What the task asks:
Reproduce, word for word, all of the records; the pictures stay out.

Data shown:
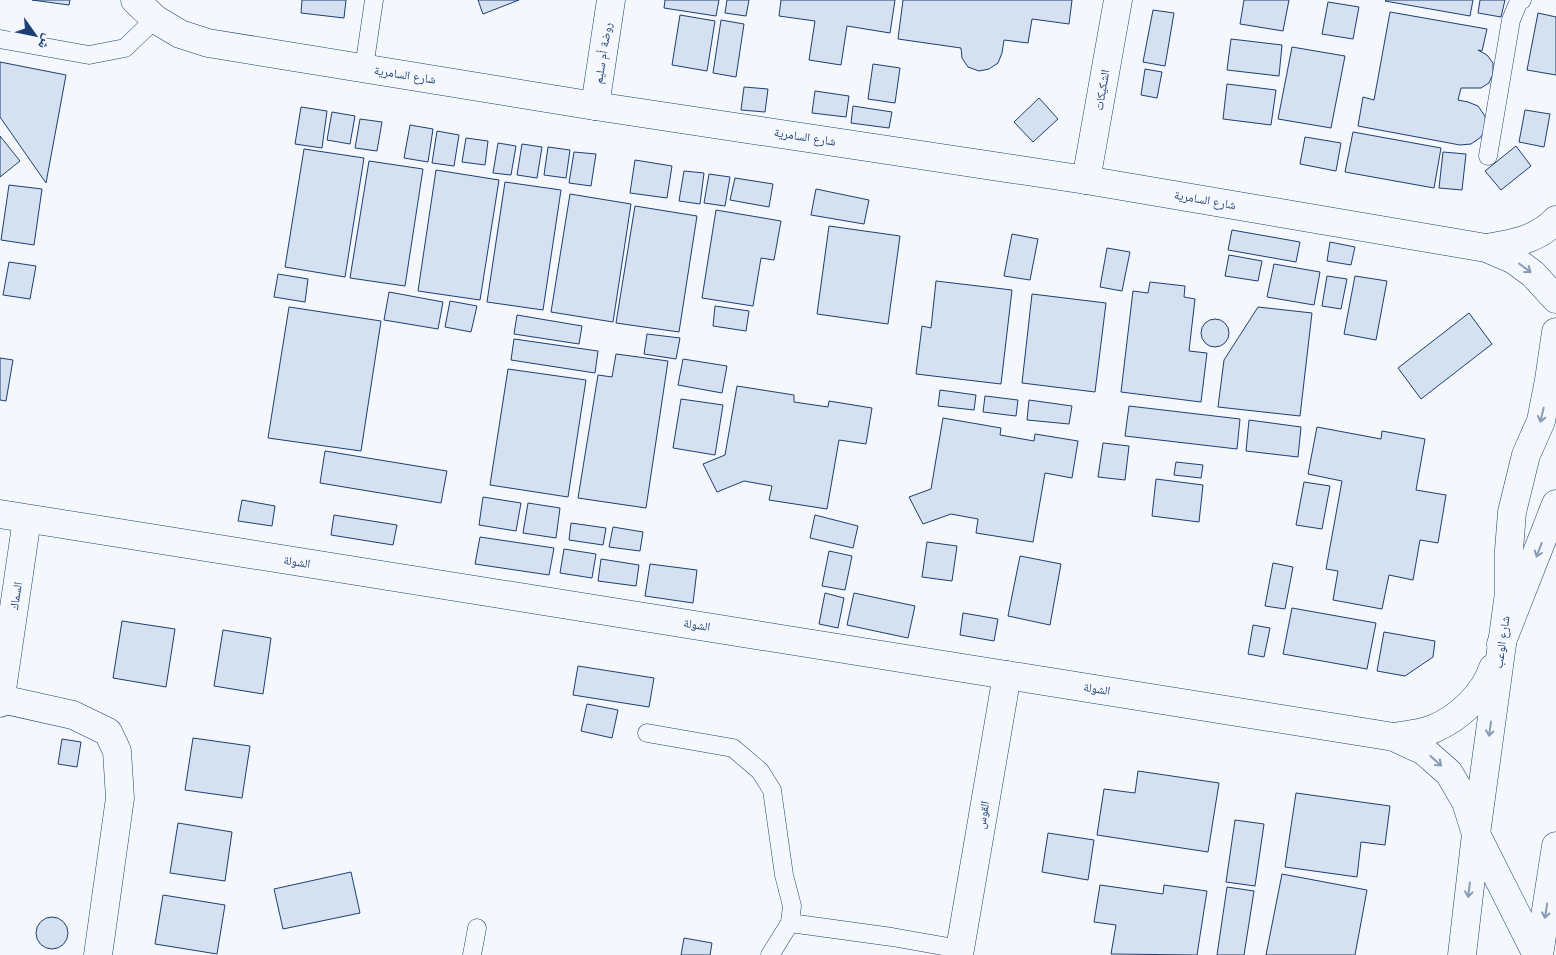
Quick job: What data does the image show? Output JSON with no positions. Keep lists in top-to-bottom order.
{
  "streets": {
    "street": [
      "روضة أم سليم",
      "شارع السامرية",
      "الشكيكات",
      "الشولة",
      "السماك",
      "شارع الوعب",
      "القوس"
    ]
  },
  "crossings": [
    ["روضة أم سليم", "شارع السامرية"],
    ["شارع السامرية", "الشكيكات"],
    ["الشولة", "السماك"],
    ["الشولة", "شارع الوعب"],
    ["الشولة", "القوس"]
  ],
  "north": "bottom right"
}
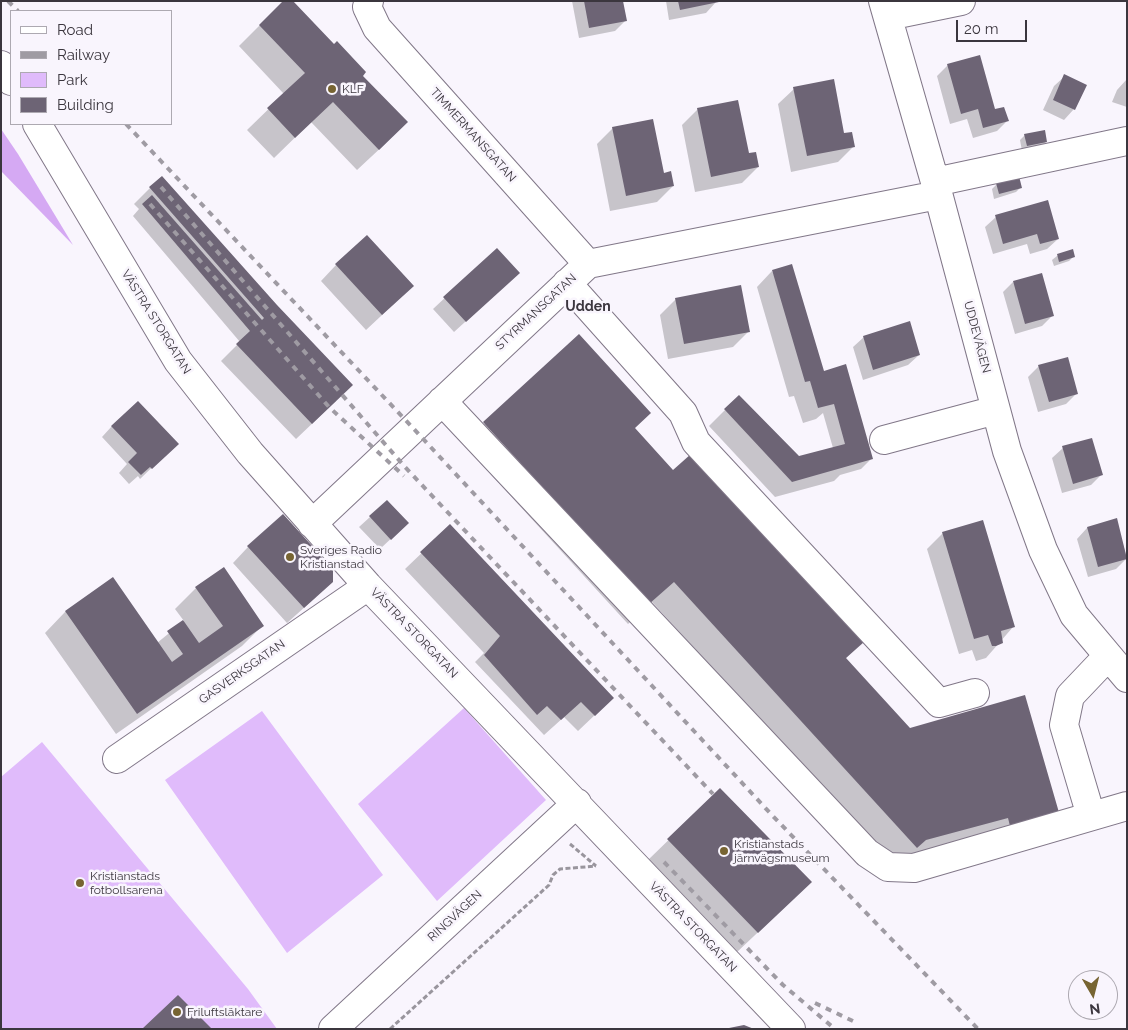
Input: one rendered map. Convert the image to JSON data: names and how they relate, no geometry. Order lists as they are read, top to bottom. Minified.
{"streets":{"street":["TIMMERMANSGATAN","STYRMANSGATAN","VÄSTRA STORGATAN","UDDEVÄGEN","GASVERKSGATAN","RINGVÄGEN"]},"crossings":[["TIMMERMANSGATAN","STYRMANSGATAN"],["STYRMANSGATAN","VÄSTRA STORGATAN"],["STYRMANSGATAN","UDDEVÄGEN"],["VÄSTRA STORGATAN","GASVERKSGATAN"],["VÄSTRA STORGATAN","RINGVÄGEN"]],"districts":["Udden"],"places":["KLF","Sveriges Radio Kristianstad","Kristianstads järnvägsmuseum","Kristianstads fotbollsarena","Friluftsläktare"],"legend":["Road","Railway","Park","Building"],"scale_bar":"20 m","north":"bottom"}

Result for this task:
Quick job: What data does the image show? Output JSON with no positions. Keep lists in top-to-bottom order.
{
  "streets": {
    "street": [
      "روضة أم سليم",
      "شارع السامرية",
      "الشكيكات",
      "الشولة",
      "السماك",
      "شارع الوعب",
      "القوس"
    ]
  },
  "crossings": [
    ["روضة أم سليم", "شارع السامرية"],
    ["شارع السامرية", "الشكيكات"],
    ["الشولة", "السماك"],
    ["الشولة", "شارع الوعب"],
    ["الشولة", "القوس"]
  ],
  "north": "bottom right"
}
Input: one rendered map. Convert the image to JSON data: names and how they relate, no geometry. Order lists as they are read, top to bottom. Minified.
{"streets":{"street":["TIMMERMANSGATAN","STYRMANSGATAN","VÄSTRA STORGATAN","UDDEVÄGEN","GASVERKSGATAN","RINGVÄGEN"]},"crossings":[["TIMMERMANSGATAN","STYRMANSGATAN"],["STYRMANSGATAN","VÄSTRA STORGATAN"],["STYRMANSGATAN","UDDEVÄGEN"],["VÄSTRA STORGATAN","GASVERKSGATAN"],["VÄSTRA STORGATAN","RINGVÄGEN"]],"districts":["Udden"],"places":["KLF","Sveriges Radio Kristianstad","Kristianstads järnvägsmuseum","Kristianstads fotbollsarena","Friluftsläktare"],"legend":["Road","Railway","Park","Building"],"scale_bar":"20 m","north":"bottom"}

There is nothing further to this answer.